Kupferglanz
untere Etage. Die Tür zu den Saunaräumen war abgeschlossen.
«Aniliina! Ich binʹs, Maria. Bist du okay?»
Sie zitterte, als sie die Tür öffnete.
«Hab keine Angst, der Typ ist weg. Ich bleibe über Nacht hier. Was ist passiert?»
Aniliina erzählte, sie hätte nicht einschlafen können und ein Bad nehmen wollen.
Sie hätte gerade das Wasser eingelassen gehabt, als sie aus dem Obergeschoss Geräusche hörte. Auf dem Weg in die untere Etage hatte sie alle Lichter gelöscht, und das Badezimmer hatte kein Fenster. Offenbar hatte der Einbrecher geglaubt, sie schliefe oder wäre nicht zu Hause.
Obwohl ich ihr versicherte, dass ich die ganze Nacht bei ihr sein würde und der Streifenwagen regelmäßig vorbeikäme, mochte Aniliina nicht mehr im Haus bleiben. Zu ihrer Großmutter wollte sie auf keinen Fall.
«Bei mir in Kuusikangas ist ein Sofa frei, du kannst mit zu mir kommen, wenn du keine Allergie gegen Katzen hast», sagte ich schließlich.
Aniliina ging, um ein paar Sachen einzupacken. Während ich auf sie wartete, kam Järvi mit einer Handtasche aus orangefarbenem Wildleder aus dem Atelier.
«Die hat er zurückgebracht», sagte er aufgeregt. «Es war der Mörder, oder?»
«Bestimmt. Verflixt nochmal, hättet ihr doch bloß euer Martinshorn abgestellt!»
Ich bemühte mich, mir die hockende, dunkle Gestalt ins Gedächtnis zu rufen, sah aber nur eine verschwommene Figur, die alles getan hatte, um sich unkenntlich zu machen. Gesicht und Haare waren unter einer Skimütze verborgen gewesen.
Der Kerl war etwas größer als ich, da war ich mir sicher, nach der Höhe, aus der ich seinen schnaufenden Atem gehört hatte, als er an mir vorbeilief. Und wie er gerochen hatte … War mir sein Geruch nicht irgendwie bekannt vorgekommen?
«Holt bitte Handschuhe aus dem Wagen, wir wollen uns den Inhalt der Tasche mal ansehen. Ihr könnt sie dann den Männern von der Spurensicherung geben, wenn die morgen aus Joensuu anrücken, um im Haus nach Fingerabdrücken zu suchen.» Ich fasste die Tasche vorsichtig am Riemen an. Das Wildleder strömte einen schwachen Parfümduft aus, vermischt mit einer Spur von muffigem Zigarettenqualm. Seltsam. Meritta hatte nicht geraucht. An einer Seite war ein dunkler Fleck zu sehen, ich erinnerte mich an die Bowle, die Aniliina bei der Party verschüttet hatte.
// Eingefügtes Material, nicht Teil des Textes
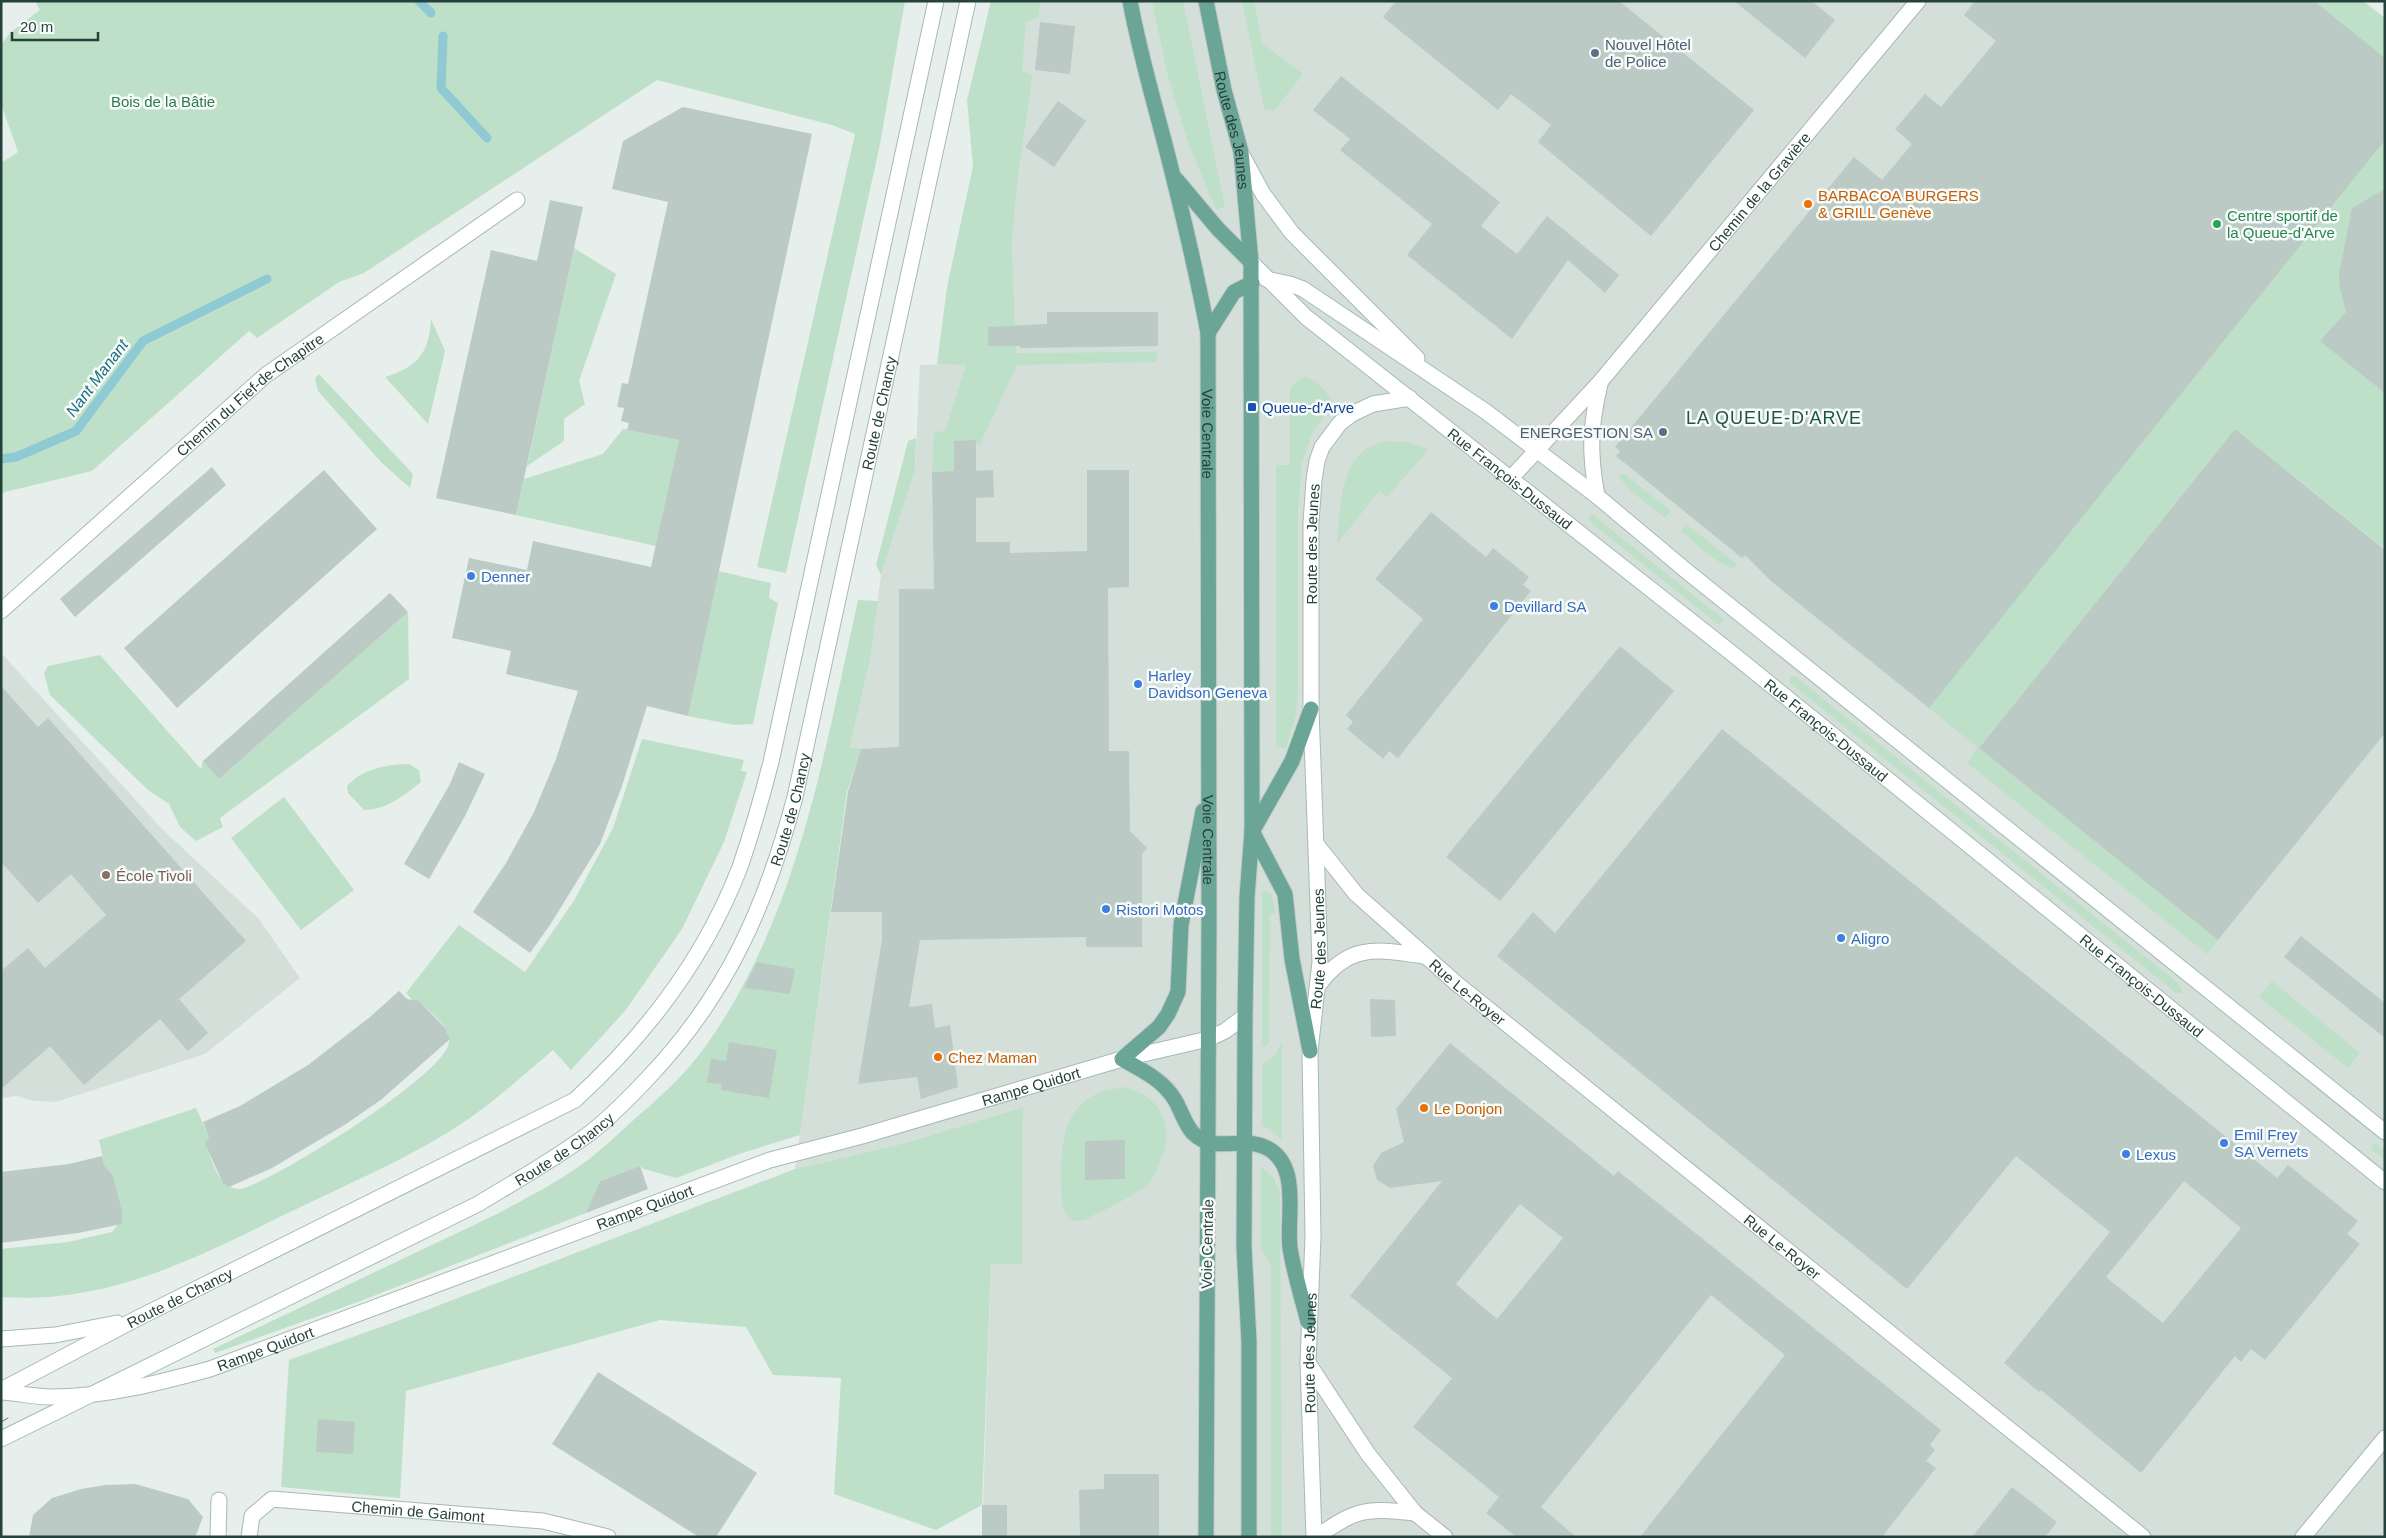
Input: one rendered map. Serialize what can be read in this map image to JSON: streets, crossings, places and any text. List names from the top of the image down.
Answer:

Aniliina wandte keinen Blick von der Handtasche, als wäre der Verschluss mit dem orangefarbenen Stein das hypnotisierende Auge einer Kobra. Dachte sie an ihre letzte Begegnung mit ihrer Mutter, an den Streit? Als Järvi zurückkam, trug ich die Tasche aus Aniliinas Blickfeld zum Rauchtisch, zog Wegwerfhandschuhe aus Gummi an und öffnete Merittas Tasche.
Nichts Besonderes, nur Antibabypillen, Geldbörse und Make-up. Puder, Wimperntusche, eine Lidschattenpalette in Orange-und Goldtönen, Konturstift und Lippenstift im gleichen leuchtenden Orange wie Merittas Kleid. In der Geldbörse eine Kreditkarte, ein Leserausweis für die Bücherei, einige Mitgliedskarten, ein Foto von Aniliina, auf dem sie etwa sechs Jahre alt war und runde Bäckchen hatte, und etwas Kleingeld.
«Fehlt noch etwas außer den Schlüsseln?»
Aniliina starrte nur. «Der Skizzenblock», sagte sie endlich. «Den hatte Mami immer bei sich, obwohl sie ihn nicht so oft zum Skizzieren benutzt hat. Sie hat Einkaufslisten draufgeschrieben, und Telefonnummern. Aber sonst ist wohl alles da … »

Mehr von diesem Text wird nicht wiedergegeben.